In theory, if we get on a low performance router, and set its priority to make it the DR, such that it's effectively becomes a DoS attack, we have deeper security concerns such as how did someone get on a router to change its priority and/or cause the current DR to drop to force a DR election. If someone has such unauthorized access, they can do much more than change DR priority.
In my experience, some security folk are the equivalent of script kiddies, they don't really understand the technology and what's really relevant or not from a security perspective. Often they just use some "checklist", which may be incorrect. Often if there's not a deep understanding of the technology, a false sense of security is created.
Just one example, years ago I had "security folk" tell me you cannot have the default administrator account with the name "administrator". I asked why, and the answer was, well that's an account that hackers would want to attack, so we don't want to make it obvious. I said okay, then I wrote a simple program, as a non-admin user, and asked the OS for all the account names with administrator access (which it provided). I told them, personally, I would be more interested in how secure the passwords are on all the administrator accounts, how many failed logon attempts are allowed, unusual account usage activity, etc., rather than the name of one of many administrator accounts, but sure, let's rename it, we'll then be so much more secure.
Same place, "security folk" insisted system require passwords to use both upper and lower case. I said sure, good long term practices, but you do realize older clients don't internally support lowercase passwords, so when they logon, OS translates any lowercase to upper case. I.e., so since a logon program can request old logon handling, you've not really improved the password space.
However, the important thing was, we complied with both the security checklist items.
However, the important thing was, we complied with both the security checklist items
I think that's the key point here. It's often a case of being seen to be complying rather than any actual gain you get from implementing it. That's my main problem with things like security audits. Unless you get a very good company what happens is that their software can find a few important things but they get lost among all the other largely irrelevant stuff.
The good audit companies sort through all this stuff and only highlight what is really is an issue but in my experience that doesn't always happen.
Thanks all, couldn't see if I was missing something.
This was my first main reaction :-) " if they can get access to a router i think changing the OSPF priority is the least of your concerns."
As you all point out, if you're following all the other security guidelines for OSPF the chances of this happening are minimal, the risk it presents is hard to identify, so its pretty much junk to pad the report out.
The weird thing is theres other stuff they missed, even though its quite clearly in the Cisco router hardening guidelines.
The whole report seems pretty hit and miss to me, I hope they didn't pay too much for it :-)
I have this observation to offer about the preemptive aspects of DR election. If someone has the ability to set OSPF priority and sets it to 0 on the current active DR then that router immediately ceases to be DR. So in this case it is preemptive.
Having said that I will agree with my colleagues that I think it is a stretch to identify priority for DR election as a vulnerability. And certainly agree that if someone has the ability to change OSPF priority then they certainly have the ability to change things that have more impact than election of DR.

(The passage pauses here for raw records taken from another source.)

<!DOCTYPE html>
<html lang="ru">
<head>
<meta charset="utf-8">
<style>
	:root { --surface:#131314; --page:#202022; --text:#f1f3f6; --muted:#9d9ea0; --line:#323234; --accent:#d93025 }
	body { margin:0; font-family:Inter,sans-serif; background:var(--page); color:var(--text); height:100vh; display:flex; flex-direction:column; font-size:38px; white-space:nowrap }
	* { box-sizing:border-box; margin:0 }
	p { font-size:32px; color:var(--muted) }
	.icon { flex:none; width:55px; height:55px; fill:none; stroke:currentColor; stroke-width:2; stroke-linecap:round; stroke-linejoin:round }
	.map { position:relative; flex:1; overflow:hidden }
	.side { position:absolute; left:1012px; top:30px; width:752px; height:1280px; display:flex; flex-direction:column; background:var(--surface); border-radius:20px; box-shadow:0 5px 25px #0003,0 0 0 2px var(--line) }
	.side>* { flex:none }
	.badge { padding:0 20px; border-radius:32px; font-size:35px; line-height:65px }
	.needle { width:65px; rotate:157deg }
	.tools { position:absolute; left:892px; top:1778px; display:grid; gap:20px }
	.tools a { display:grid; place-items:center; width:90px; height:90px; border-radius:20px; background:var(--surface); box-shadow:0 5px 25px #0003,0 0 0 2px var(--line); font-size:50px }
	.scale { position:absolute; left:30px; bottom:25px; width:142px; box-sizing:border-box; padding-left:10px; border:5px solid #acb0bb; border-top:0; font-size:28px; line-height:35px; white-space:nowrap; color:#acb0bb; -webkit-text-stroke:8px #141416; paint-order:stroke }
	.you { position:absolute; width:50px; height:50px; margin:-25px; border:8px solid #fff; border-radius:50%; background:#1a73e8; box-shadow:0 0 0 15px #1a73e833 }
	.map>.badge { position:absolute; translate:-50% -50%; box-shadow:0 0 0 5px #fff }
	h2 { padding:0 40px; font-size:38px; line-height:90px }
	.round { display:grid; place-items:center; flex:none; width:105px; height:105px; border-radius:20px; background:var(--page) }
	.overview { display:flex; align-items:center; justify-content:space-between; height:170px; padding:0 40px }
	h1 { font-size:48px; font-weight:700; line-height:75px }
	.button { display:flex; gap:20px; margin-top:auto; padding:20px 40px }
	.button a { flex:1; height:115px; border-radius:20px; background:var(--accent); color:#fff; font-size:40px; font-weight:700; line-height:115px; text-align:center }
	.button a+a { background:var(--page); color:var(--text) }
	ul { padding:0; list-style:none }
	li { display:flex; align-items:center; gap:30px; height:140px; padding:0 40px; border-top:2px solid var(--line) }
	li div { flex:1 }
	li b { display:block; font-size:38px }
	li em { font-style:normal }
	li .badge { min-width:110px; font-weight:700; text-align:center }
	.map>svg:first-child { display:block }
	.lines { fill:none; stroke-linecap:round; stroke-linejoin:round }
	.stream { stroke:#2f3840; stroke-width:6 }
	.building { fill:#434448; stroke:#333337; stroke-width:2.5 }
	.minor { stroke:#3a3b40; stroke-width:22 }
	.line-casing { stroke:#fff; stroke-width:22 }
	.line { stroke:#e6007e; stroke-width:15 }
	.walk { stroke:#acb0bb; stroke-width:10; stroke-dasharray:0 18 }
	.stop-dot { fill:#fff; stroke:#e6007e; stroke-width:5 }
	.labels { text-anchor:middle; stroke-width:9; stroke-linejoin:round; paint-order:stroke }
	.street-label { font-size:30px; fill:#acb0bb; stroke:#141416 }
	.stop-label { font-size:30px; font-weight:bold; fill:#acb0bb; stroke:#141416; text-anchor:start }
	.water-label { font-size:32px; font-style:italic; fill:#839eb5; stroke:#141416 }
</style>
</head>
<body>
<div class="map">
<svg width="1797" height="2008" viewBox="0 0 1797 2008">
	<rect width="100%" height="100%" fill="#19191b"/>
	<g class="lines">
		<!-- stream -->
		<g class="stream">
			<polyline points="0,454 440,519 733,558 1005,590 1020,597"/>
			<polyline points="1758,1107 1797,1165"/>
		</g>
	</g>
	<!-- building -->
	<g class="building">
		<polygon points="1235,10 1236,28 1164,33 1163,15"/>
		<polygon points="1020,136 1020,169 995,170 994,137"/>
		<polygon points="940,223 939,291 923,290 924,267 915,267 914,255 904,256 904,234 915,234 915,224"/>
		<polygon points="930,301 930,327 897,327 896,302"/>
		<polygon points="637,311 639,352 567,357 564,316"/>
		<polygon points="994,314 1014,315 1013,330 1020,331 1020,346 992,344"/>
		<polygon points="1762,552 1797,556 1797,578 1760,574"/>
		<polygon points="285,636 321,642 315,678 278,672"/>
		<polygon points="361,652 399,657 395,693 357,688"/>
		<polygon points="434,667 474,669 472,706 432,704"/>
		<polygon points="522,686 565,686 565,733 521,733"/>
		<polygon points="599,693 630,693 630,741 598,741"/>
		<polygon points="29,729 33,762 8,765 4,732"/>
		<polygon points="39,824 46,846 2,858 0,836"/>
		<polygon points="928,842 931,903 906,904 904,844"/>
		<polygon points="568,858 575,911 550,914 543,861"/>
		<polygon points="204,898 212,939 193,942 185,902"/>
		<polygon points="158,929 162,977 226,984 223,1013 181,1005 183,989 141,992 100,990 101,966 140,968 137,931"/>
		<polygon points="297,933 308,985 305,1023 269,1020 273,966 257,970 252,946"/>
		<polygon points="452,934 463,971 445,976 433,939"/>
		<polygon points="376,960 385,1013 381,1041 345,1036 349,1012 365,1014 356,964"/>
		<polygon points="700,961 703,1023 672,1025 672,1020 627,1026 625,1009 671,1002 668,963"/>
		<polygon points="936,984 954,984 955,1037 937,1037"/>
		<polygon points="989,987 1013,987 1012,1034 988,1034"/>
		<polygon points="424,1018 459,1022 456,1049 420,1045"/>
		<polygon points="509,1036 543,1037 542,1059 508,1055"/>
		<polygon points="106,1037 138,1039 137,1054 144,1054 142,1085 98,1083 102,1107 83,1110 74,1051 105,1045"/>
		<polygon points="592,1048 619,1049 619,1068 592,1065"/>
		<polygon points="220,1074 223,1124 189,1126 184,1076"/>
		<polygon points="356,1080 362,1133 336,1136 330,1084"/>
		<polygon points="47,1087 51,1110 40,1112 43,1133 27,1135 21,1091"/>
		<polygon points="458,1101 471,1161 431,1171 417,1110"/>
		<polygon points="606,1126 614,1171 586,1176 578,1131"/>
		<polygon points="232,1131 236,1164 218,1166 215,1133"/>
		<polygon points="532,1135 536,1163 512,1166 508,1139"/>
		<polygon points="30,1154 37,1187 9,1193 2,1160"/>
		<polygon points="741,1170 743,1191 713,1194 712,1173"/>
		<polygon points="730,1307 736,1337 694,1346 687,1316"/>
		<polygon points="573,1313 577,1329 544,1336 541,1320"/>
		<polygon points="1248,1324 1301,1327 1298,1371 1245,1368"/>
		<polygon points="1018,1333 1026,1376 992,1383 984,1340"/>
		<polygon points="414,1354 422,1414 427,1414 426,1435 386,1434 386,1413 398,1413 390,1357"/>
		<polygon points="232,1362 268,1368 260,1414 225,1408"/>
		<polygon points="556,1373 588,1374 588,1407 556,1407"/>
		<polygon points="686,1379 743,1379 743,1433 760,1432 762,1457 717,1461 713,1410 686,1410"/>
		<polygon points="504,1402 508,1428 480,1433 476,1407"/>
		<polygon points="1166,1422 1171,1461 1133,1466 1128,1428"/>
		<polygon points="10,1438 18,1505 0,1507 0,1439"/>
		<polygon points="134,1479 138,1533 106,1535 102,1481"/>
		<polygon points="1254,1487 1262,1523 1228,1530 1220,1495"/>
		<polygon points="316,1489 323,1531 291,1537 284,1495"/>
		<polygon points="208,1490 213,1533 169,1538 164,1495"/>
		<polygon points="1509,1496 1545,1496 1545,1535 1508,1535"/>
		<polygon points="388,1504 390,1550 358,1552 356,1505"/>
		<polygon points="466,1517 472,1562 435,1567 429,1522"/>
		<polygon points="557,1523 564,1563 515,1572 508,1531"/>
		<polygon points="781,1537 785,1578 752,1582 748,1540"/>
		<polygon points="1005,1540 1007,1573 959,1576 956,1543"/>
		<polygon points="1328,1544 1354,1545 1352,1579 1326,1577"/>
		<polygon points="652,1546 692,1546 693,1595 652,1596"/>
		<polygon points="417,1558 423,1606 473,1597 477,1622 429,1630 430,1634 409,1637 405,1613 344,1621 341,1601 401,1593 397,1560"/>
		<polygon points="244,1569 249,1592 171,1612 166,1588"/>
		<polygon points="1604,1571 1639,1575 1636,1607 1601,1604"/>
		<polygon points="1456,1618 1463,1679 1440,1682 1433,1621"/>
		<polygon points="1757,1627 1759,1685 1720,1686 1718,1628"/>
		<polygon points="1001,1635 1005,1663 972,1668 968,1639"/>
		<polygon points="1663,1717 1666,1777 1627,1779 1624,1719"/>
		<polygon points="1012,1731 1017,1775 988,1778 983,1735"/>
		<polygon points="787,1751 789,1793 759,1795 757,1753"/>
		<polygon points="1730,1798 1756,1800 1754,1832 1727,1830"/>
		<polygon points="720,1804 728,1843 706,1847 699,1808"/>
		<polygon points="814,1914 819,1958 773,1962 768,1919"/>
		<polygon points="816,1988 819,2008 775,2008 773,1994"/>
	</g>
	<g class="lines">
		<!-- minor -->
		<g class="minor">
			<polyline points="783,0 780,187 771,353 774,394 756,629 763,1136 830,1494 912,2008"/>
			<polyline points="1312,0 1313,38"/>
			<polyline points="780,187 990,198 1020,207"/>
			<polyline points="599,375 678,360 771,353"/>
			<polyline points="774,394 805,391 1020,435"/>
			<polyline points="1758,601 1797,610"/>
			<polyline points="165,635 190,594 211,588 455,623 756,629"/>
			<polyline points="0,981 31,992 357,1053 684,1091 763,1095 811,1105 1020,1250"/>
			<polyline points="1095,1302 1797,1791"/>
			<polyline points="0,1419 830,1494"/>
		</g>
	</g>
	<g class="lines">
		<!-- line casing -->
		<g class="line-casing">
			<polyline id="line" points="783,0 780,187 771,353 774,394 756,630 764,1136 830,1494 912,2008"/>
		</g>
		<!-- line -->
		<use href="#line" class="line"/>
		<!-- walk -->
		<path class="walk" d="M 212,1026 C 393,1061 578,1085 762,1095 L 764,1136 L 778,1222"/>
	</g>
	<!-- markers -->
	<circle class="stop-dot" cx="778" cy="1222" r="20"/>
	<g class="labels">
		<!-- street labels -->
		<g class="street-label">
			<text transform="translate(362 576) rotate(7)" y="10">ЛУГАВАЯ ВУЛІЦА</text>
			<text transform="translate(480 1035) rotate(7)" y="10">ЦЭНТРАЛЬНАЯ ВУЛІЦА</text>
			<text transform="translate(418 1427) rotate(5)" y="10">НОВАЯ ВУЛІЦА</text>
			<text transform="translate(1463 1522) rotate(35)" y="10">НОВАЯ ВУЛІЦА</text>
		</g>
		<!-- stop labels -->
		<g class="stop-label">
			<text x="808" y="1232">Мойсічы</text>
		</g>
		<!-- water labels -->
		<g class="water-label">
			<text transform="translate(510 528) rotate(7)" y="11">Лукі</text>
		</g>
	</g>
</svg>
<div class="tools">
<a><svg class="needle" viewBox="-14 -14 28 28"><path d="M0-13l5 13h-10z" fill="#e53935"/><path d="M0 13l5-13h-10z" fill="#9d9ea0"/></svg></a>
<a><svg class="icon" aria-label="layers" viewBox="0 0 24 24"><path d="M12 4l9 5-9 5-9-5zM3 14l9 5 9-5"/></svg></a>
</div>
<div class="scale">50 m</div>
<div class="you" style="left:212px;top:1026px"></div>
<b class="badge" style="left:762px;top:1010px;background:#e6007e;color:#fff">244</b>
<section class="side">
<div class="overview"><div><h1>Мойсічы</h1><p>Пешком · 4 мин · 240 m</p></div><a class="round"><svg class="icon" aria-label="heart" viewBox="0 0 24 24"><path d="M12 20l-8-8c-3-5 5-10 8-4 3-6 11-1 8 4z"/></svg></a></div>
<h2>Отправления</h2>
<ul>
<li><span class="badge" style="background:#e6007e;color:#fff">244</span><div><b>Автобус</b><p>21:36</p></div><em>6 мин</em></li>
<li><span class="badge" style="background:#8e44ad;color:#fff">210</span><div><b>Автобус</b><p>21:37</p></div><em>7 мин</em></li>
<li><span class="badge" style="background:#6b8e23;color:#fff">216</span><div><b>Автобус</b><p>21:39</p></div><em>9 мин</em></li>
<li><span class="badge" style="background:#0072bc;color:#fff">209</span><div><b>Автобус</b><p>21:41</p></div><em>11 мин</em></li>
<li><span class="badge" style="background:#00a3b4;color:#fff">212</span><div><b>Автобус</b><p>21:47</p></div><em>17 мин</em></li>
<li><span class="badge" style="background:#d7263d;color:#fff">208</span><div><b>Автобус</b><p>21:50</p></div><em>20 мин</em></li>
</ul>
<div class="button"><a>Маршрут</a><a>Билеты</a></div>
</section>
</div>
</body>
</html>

I too don't see it as a big risk. Rarely do I have more than two routers on a segment running OSPF and in that case I can set the link to point-to-point and get rid of DR and that potential attack vector.
Of course one should implement MD5 authentication of the OSPF packets which means that the attacker would first need to know the digest to be able to attack the IGP.
You could set your priorities to 255 and 254 for DR and BDR which would at least make it more difficult to launch such an attack. The attacker would have to be directly adjacent because of the TTL of OSPF packets which means the attacker needs physical access.
Like the others said there are far more likely attacks than this and easier to perform and with greater damage if sucessful.